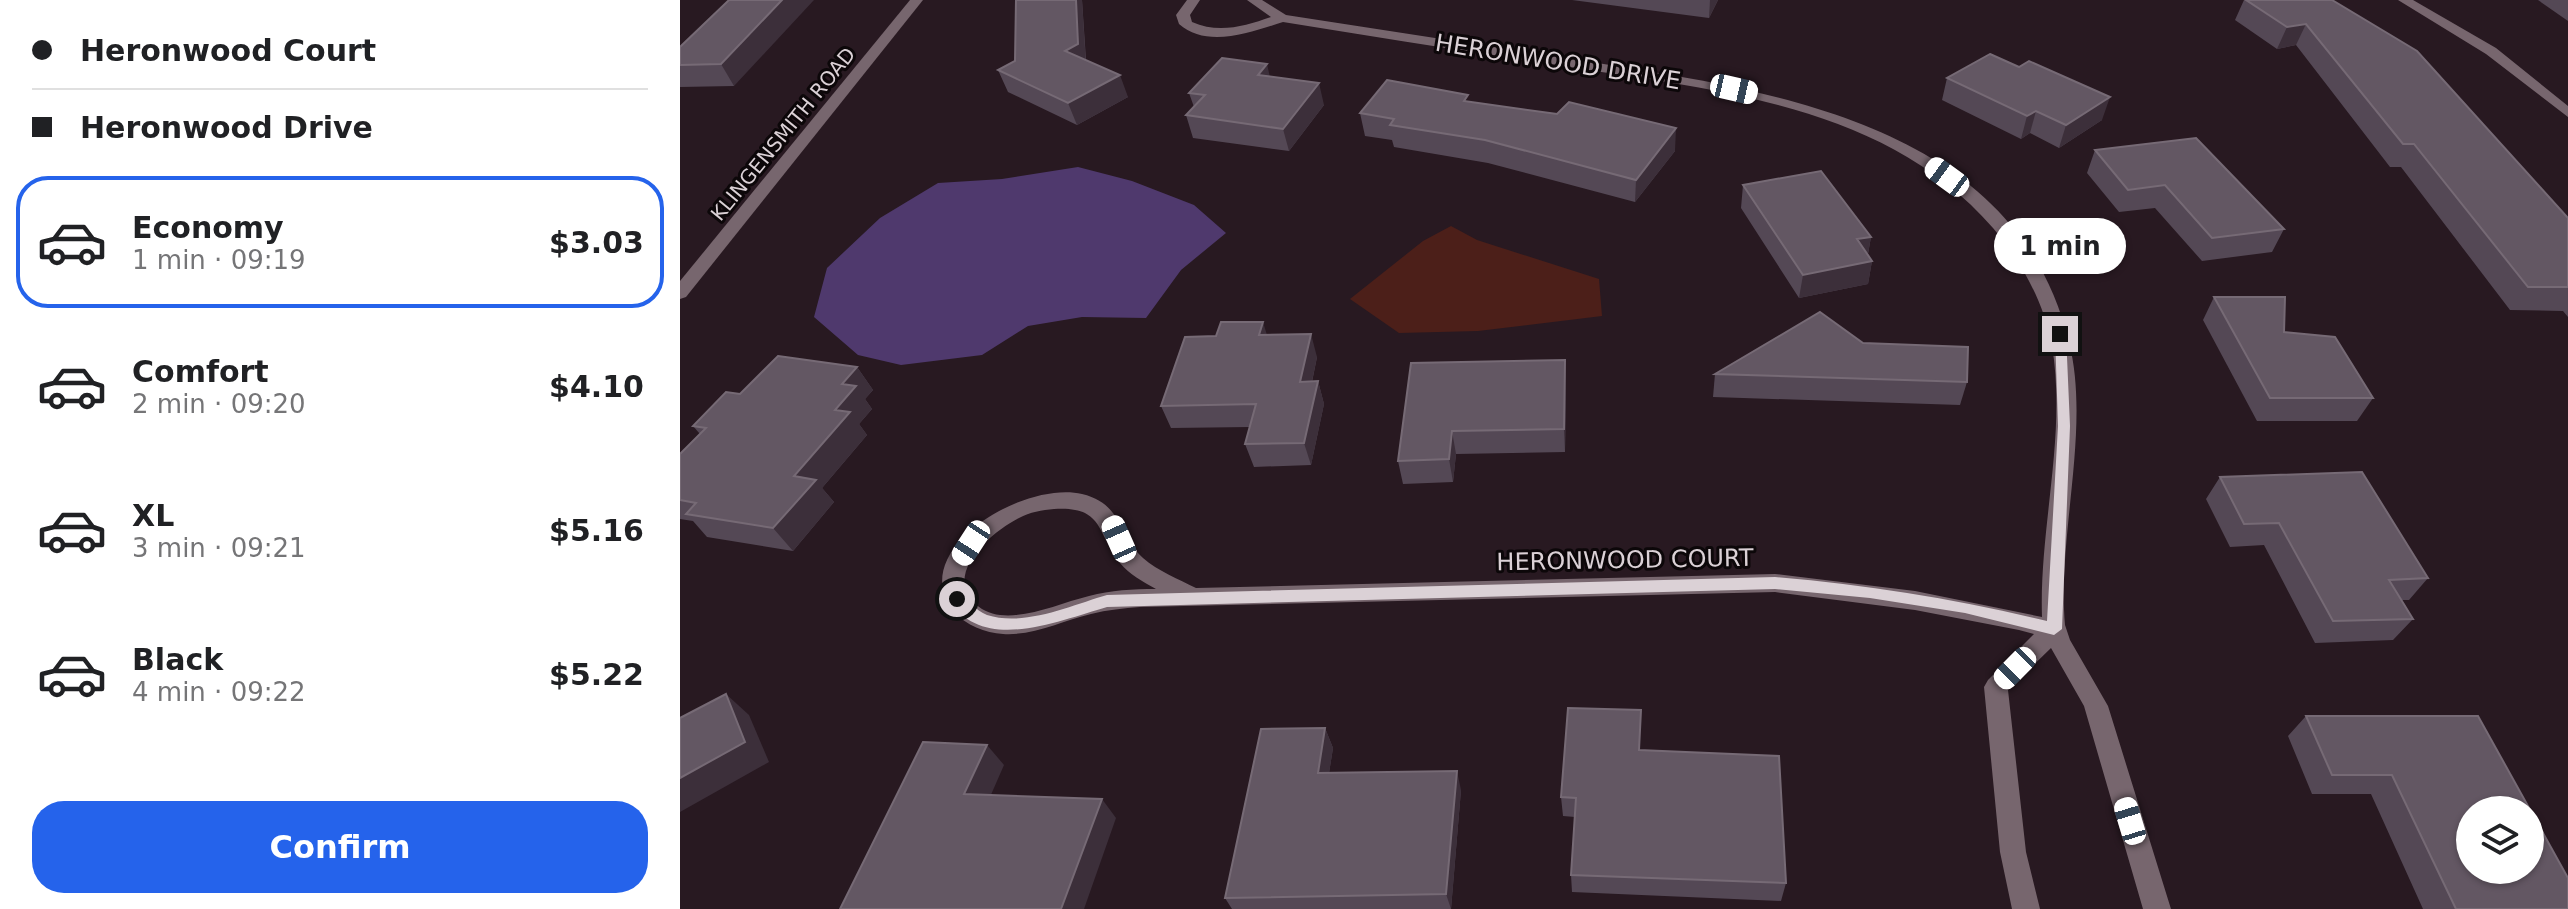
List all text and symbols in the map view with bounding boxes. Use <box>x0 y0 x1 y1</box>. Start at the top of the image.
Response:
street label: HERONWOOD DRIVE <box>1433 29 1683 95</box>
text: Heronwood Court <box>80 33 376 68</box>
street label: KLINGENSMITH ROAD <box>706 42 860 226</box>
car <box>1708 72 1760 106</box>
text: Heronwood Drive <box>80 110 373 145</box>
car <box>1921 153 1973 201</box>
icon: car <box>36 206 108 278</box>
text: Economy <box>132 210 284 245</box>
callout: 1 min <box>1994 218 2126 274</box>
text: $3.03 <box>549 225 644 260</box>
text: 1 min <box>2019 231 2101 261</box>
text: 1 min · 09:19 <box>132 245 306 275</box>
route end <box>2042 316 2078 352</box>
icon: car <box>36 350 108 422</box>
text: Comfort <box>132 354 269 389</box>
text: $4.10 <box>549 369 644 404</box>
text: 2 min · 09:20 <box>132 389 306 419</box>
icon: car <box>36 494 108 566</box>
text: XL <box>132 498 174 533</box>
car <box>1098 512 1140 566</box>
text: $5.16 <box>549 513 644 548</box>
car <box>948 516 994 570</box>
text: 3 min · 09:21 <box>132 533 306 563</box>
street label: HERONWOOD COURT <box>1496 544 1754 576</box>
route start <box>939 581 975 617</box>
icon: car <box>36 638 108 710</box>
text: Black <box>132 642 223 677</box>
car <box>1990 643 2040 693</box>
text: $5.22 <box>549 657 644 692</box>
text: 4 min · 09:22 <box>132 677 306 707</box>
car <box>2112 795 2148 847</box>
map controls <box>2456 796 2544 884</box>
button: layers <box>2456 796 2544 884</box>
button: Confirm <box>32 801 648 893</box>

______________________________

_Exercise prompt_
What is needed here is an exact copy of all the entries, without the pictures.

_Solution to this exercise_
List all text and symbols in the map view with bounding boxes. Use <box>x0 y0 x1 y1</box>. Start at the top of the image.
Response:
street label: HERONWOOD DRIVE <box>1433 29 1683 95</box>
text: Heronwood Court <box>80 33 376 68</box>
street label: KLINGENSMITH ROAD <box>706 42 860 226</box>
car <box>1708 72 1760 106</box>
text: Heronwood Drive <box>80 110 373 145</box>
car <box>1921 153 1973 201</box>
icon: car <box>36 206 108 278</box>
text: Economy <box>132 210 284 245</box>
callout: 1 min <box>1994 218 2126 274</box>
text: $3.03 <box>549 225 644 260</box>
text: 1 min <box>2019 231 2101 261</box>
text: 1 min · 09:19 <box>132 245 306 275</box>
route end <box>2042 316 2078 352</box>
icon: car <box>36 350 108 422</box>
text: Comfort <box>132 354 269 389</box>
text: $4.10 <box>549 369 644 404</box>
text: 2 min · 09:20 <box>132 389 306 419</box>
icon: car <box>36 494 108 566</box>
text: XL <box>132 498 174 533</box>
car <box>1098 512 1140 566</box>
text: $5.16 <box>549 513 644 548</box>
car <box>948 516 994 570</box>
text: 3 min · 09:21 <box>132 533 306 563</box>
street label: HERONWOOD COURT <box>1496 544 1754 576</box>
route start <box>939 581 975 617</box>
icon: car <box>36 638 108 710</box>
text: Black <box>132 642 223 677</box>
car <box>1990 643 2040 693</box>
text: $5.22 <box>549 657 644 692</box>
text: 4 min · 09:22 <box>132 677 306 707</box>
car <box>2112 795 2148 847</box>
map controls <box>2456 796 2544 884</box>
button: layers <box>2456 796 2544 884</box>
button: Confirm <box>32 801 648 893</box>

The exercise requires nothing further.